Monday, June 22, 2009

Apricotting up north

Produce to the People was invited to join an apricot harvest up in Winters on an inherited orchard that is being cared for, rather than farmed, by the family of Susan Boshoven, a biology teacher who has been working on organizing a compost program at Mission High School. I wasn't sure what to expect, but I do love apricots and I'm not sure why but as plum crrrazy as we are here in San Francisco, we just don't have the same fervor for apricots. So I tossed some fruit pickers and ladders into the back of the biodiesel benz, picked up my treehugging friend Sara, and made the hike up north to warmer climates and wider open spaces.

We made it up there mid-day and arrived just in time to share lunch with a lovely group of folks that Tree from The Free Farm Stand had organized. They had been hard at work all morning, but there was still TONS of bounty to be picked after a bit of snacking.
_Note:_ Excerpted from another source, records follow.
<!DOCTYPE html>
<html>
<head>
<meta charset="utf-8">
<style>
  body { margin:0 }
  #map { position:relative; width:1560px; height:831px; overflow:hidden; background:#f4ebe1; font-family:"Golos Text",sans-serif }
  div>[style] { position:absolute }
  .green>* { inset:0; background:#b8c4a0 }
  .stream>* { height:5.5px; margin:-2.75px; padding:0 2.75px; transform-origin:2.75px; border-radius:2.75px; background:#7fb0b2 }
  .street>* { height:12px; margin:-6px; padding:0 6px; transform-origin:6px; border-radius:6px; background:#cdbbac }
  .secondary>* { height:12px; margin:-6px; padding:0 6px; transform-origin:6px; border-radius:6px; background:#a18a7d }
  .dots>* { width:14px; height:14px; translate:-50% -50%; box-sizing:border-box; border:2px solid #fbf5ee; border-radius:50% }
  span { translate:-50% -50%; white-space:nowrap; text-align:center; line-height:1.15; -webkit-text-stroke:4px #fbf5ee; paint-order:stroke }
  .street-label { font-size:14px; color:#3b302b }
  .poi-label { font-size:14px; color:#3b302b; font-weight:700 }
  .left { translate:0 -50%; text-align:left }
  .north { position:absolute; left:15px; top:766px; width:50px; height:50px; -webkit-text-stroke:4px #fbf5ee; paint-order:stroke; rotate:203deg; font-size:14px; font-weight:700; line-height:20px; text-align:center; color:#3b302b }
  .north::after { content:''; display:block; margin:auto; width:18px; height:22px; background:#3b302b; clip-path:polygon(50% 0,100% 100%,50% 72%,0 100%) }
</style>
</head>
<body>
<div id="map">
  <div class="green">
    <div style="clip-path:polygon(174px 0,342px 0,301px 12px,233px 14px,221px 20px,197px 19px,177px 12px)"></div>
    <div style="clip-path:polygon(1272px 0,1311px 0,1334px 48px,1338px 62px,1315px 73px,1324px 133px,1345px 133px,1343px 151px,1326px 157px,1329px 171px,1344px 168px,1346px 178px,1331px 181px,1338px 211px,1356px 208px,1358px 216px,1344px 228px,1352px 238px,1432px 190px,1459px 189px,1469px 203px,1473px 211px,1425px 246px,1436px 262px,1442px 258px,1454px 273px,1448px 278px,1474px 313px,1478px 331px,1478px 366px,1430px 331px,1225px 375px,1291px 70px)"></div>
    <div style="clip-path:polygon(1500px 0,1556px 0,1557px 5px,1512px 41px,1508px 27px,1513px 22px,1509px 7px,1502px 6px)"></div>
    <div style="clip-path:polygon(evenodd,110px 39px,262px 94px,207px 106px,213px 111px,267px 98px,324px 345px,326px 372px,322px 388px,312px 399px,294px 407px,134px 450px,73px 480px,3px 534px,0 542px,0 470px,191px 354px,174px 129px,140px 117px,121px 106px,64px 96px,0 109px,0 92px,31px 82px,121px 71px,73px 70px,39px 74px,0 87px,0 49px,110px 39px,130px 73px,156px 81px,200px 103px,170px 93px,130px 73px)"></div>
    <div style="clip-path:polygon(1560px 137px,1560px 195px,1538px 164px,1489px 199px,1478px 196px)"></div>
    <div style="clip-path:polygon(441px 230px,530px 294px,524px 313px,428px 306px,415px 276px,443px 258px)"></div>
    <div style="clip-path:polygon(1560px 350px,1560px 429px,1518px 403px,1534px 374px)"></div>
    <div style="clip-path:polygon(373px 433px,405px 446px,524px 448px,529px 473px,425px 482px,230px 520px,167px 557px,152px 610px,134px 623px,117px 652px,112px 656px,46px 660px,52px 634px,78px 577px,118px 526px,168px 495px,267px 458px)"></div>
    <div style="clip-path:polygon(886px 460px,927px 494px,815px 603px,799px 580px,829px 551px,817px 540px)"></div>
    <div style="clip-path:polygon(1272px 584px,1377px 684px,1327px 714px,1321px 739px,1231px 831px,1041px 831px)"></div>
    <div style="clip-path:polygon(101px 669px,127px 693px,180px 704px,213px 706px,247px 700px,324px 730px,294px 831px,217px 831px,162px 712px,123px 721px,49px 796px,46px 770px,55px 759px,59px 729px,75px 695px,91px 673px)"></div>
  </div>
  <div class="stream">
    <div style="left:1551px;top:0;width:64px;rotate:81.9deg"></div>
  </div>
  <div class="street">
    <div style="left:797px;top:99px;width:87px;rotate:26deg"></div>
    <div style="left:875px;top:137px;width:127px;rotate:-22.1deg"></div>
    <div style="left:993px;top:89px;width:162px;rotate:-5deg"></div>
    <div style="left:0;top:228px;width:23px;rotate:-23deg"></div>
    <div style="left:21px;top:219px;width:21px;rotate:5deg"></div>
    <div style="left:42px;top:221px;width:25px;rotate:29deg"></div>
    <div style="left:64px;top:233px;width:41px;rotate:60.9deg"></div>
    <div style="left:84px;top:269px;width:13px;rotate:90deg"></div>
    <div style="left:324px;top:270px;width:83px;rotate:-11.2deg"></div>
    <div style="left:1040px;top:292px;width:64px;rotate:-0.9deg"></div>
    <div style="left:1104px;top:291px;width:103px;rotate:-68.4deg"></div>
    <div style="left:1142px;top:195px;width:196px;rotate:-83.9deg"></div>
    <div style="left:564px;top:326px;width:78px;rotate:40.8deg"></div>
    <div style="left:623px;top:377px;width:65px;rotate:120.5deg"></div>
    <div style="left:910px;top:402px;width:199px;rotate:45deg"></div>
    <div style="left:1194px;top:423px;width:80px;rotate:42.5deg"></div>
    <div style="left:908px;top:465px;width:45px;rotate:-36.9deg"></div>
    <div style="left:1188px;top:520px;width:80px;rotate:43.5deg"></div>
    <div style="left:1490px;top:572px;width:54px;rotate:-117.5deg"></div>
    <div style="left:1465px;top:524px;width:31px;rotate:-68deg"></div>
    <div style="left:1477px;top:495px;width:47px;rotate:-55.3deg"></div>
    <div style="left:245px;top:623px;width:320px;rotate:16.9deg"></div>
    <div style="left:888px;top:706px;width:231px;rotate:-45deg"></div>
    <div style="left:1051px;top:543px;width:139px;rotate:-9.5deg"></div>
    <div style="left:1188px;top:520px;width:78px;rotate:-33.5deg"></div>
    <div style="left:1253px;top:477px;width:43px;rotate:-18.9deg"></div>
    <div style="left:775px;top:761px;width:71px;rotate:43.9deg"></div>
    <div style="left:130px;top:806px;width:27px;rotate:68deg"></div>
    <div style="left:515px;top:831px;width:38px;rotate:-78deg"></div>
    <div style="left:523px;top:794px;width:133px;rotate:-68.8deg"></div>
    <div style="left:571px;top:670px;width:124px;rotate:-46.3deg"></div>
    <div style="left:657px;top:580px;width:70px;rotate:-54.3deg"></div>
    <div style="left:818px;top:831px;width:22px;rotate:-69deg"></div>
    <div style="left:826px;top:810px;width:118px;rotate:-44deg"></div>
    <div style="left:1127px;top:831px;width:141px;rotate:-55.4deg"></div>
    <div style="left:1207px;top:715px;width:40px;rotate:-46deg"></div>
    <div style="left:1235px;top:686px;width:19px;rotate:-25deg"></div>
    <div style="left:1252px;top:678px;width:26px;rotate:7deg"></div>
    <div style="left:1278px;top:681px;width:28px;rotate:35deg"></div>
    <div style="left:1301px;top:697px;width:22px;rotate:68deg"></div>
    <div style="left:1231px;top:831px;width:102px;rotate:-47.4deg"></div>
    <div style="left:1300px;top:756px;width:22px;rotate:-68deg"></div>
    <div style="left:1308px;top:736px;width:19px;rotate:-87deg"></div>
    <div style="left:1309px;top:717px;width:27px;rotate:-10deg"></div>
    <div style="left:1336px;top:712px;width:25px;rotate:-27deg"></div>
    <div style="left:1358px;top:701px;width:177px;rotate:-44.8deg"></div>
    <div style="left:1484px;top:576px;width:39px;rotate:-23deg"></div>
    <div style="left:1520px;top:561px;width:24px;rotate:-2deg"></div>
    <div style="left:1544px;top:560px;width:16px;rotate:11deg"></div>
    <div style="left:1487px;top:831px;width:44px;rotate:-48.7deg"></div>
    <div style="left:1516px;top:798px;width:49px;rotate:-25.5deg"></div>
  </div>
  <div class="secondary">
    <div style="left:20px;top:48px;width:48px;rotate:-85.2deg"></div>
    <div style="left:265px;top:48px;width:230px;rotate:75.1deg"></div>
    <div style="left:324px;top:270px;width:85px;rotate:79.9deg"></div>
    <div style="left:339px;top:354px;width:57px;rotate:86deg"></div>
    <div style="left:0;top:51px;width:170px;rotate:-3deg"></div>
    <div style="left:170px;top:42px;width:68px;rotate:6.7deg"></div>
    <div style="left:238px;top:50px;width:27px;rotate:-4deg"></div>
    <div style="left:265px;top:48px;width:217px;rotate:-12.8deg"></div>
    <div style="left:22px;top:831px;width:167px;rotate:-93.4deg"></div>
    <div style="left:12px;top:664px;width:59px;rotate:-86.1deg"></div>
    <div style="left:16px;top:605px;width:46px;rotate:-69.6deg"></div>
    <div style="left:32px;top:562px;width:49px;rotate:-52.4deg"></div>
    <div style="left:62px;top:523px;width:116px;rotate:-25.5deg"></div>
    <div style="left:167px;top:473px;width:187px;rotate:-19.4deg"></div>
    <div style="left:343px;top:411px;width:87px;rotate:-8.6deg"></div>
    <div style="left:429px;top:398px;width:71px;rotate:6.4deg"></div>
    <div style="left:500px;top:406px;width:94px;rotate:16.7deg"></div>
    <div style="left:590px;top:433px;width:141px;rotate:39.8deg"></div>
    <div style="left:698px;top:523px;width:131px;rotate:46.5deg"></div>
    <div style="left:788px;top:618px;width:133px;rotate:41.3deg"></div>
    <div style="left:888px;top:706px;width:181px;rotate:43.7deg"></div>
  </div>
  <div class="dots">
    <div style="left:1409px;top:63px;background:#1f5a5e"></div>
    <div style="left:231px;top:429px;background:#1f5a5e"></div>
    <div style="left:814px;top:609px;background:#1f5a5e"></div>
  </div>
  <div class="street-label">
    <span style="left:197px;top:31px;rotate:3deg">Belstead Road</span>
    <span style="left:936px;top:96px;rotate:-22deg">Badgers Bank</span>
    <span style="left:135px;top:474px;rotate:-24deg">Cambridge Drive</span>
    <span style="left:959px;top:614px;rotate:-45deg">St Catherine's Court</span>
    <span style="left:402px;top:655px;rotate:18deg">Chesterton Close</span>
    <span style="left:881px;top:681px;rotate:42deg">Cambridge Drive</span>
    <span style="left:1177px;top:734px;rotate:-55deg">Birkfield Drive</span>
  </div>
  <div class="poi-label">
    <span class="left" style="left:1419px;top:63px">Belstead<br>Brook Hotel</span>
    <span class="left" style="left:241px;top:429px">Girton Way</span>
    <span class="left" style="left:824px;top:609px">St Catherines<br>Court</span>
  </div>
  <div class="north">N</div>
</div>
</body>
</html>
The fruit was quite ripe and ready, so the FFS folks were making use of the "shake and catch" method of picking, when folks hold the corners of a tarp or bed sheet and one person either gets in the tree or grabs the branches from below and shakes like wild while everyone else caches the fruit (and usually ducks and hollers as fruit bounces off their heads). Yeah, it's pretty fun.
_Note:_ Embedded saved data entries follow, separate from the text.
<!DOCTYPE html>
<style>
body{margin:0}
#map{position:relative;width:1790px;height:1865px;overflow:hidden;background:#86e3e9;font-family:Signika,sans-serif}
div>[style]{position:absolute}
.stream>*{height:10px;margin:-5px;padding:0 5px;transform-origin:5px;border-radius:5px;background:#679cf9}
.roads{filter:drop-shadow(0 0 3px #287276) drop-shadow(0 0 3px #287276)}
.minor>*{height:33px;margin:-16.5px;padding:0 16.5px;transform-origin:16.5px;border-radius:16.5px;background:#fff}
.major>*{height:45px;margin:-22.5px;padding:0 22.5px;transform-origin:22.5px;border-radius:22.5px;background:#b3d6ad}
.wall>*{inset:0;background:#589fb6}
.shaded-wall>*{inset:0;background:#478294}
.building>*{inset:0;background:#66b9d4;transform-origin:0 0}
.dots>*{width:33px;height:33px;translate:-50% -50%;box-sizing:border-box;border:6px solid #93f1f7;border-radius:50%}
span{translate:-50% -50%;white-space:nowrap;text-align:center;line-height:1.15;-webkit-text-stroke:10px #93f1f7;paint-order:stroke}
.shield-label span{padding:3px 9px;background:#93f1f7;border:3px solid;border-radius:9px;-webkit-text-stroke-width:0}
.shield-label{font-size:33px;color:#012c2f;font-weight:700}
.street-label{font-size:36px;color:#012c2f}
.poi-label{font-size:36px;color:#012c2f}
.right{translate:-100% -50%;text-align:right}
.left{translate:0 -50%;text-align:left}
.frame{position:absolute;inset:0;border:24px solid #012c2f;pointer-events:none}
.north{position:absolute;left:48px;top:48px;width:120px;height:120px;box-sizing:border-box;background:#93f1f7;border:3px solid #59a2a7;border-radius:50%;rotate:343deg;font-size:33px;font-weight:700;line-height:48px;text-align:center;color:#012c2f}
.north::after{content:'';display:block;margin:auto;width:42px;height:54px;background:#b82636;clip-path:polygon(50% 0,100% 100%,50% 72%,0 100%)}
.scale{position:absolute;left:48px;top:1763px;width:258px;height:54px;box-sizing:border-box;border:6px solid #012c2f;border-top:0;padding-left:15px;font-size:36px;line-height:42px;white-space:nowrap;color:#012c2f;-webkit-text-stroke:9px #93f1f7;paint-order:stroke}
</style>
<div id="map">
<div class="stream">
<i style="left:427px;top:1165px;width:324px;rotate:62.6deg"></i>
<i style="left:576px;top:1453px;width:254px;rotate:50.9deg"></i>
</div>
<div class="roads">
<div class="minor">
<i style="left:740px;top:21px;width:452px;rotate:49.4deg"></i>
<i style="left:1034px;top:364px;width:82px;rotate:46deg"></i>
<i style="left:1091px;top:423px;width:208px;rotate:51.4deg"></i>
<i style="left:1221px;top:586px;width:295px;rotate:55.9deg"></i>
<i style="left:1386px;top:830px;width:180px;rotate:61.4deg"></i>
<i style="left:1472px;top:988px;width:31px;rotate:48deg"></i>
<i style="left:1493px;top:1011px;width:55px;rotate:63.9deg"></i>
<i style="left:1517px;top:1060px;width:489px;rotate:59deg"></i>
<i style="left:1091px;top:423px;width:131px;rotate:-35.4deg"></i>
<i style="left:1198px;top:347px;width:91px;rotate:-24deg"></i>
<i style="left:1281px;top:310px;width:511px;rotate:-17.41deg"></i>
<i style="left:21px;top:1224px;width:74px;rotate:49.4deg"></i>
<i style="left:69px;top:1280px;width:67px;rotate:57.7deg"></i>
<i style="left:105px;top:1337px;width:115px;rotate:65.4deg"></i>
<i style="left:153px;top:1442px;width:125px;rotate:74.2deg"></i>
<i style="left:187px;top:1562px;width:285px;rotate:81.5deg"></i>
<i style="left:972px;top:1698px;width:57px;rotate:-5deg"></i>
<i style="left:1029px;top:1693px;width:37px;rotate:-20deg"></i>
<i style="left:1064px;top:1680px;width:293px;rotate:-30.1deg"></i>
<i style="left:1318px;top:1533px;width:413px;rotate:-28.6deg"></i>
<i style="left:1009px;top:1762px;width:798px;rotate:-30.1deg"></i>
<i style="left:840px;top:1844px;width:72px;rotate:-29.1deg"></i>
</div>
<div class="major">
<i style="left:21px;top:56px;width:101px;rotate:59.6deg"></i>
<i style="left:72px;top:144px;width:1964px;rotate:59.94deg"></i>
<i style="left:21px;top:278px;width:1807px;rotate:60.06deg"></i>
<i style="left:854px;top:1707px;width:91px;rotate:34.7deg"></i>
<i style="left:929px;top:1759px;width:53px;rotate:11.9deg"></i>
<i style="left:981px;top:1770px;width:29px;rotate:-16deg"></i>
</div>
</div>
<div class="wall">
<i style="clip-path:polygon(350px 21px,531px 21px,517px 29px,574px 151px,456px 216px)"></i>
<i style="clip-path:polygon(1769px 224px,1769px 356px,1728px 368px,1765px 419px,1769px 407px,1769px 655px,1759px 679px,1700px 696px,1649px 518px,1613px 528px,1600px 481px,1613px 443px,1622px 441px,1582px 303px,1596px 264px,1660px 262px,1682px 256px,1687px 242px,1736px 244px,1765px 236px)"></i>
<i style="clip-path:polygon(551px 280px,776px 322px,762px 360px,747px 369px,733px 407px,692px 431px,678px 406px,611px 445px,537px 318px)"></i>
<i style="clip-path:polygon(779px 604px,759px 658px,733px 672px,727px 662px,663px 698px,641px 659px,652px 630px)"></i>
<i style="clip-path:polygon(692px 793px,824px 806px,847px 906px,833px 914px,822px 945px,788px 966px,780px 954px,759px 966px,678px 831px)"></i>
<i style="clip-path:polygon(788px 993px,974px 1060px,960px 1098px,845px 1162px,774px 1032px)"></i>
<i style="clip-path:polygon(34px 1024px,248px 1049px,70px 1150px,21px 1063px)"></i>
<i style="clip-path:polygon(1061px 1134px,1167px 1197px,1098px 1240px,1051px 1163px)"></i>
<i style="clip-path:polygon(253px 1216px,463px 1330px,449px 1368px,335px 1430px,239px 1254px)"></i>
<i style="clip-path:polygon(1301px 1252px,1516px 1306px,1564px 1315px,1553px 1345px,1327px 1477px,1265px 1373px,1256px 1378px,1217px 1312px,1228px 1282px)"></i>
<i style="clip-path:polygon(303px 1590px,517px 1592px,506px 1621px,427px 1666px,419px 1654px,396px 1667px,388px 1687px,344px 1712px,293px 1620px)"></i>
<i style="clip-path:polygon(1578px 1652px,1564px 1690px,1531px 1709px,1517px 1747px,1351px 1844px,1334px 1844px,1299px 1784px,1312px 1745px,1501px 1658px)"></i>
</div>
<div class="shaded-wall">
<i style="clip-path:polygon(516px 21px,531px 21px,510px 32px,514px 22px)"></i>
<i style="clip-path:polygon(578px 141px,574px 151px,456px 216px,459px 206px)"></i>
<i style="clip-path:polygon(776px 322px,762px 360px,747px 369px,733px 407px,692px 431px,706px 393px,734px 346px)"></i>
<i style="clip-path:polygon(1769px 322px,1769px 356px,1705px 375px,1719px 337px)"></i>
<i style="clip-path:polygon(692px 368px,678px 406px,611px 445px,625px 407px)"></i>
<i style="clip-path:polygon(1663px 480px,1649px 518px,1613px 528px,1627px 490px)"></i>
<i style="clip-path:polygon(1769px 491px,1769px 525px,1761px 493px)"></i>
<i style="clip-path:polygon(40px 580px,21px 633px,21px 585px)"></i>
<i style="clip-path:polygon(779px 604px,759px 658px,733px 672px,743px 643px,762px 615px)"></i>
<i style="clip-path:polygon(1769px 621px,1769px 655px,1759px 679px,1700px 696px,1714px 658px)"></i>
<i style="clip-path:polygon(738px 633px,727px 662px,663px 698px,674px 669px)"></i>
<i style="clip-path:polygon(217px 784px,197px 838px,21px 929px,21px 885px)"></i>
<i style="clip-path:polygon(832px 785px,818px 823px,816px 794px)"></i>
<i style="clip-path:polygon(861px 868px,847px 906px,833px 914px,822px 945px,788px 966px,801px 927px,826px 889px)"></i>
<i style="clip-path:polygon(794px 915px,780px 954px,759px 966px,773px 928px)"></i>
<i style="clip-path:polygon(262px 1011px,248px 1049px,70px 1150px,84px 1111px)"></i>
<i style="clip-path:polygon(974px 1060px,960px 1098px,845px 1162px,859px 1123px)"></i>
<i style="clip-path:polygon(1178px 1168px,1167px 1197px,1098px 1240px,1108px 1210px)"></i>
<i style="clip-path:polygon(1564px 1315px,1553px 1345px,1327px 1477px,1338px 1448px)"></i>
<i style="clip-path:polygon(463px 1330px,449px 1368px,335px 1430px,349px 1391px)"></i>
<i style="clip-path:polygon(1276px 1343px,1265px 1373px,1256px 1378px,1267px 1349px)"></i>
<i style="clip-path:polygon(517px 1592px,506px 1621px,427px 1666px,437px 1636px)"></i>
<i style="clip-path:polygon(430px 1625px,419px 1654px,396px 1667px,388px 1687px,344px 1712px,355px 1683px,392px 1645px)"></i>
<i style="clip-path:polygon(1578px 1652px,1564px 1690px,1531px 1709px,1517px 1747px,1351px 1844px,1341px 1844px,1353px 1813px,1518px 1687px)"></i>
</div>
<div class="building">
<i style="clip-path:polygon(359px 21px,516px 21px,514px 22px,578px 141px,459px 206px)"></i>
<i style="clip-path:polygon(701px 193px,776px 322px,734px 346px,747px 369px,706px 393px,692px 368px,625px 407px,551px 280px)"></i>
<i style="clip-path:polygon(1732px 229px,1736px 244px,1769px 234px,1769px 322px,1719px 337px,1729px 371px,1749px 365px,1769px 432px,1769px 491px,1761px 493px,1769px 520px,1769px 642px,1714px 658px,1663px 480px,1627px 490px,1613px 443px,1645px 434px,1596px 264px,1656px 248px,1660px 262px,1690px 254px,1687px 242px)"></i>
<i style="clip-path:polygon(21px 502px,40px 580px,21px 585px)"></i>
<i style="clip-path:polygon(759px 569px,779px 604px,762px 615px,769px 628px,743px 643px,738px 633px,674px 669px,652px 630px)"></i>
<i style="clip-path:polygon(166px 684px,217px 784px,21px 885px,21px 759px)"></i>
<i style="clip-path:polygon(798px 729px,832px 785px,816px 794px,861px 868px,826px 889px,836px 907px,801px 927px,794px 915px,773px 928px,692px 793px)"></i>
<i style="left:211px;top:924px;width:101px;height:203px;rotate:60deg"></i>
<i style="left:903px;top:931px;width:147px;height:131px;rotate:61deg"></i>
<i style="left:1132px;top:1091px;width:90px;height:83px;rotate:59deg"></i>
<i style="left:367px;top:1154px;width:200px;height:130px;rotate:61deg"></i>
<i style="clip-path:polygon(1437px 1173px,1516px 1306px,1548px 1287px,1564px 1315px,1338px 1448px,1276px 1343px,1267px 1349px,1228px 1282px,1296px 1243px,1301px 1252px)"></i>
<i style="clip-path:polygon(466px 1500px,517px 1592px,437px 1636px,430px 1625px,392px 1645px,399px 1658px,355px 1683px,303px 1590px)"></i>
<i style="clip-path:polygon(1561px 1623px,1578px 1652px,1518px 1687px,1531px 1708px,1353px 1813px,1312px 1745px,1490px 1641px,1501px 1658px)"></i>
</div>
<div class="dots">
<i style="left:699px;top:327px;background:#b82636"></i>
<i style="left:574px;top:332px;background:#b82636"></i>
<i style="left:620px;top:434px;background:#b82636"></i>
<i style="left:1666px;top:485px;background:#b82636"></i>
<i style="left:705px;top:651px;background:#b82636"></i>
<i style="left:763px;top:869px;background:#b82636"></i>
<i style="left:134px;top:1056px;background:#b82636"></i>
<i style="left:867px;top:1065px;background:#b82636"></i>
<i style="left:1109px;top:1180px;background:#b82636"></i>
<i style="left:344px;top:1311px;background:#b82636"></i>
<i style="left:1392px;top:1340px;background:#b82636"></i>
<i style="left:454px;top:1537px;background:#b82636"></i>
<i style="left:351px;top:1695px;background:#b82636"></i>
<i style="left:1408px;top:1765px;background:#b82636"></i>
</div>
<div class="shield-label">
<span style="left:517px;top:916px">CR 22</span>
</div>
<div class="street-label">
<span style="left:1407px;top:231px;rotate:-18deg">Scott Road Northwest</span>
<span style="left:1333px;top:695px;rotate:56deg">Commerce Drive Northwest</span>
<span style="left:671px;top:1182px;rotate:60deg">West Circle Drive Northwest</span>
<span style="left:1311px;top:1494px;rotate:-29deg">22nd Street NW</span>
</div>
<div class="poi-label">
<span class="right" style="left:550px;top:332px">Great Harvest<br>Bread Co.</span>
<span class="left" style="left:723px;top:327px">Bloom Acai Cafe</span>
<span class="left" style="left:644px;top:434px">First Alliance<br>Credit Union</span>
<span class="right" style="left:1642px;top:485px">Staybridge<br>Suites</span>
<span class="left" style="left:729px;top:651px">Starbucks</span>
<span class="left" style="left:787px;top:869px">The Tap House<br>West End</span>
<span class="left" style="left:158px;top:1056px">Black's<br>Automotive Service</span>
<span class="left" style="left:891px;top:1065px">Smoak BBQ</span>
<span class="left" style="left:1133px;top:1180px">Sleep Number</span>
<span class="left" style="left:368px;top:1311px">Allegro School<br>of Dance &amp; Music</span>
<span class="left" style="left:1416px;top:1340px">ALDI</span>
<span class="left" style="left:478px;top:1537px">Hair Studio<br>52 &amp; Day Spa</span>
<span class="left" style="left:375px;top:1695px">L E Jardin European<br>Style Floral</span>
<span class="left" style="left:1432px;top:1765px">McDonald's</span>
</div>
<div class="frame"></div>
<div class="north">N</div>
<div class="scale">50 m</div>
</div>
Sara and I opted for a bit slower going approach, since it really was a perfect hand picking orchard, we just wandered and picked what we could reach. I maybe just might have climbed a tree or two. maybe.

In the end our harvest was huge, over 300 lbs of super delicious fruit for a few hours of work (not including the 400 some odd lbs Tree's crew brought back to the city, and however many lbs we brought back in our bellies!). All of which would have gone to waste, but instead went to the Free Farm Stand, Martin de Porres, Food not Bombs, and the Empress and Windsor SRO Hotels. PttP does like to focus our energy on what we can do inside the SF city limits, but for a big haul that can feed a whole lot of people beautiful organic fruit, we're willing to step outside the neighborhood every now and again.

p.s. there was a very cute family of wild turkeys also partaking in the bounty. share and share alike!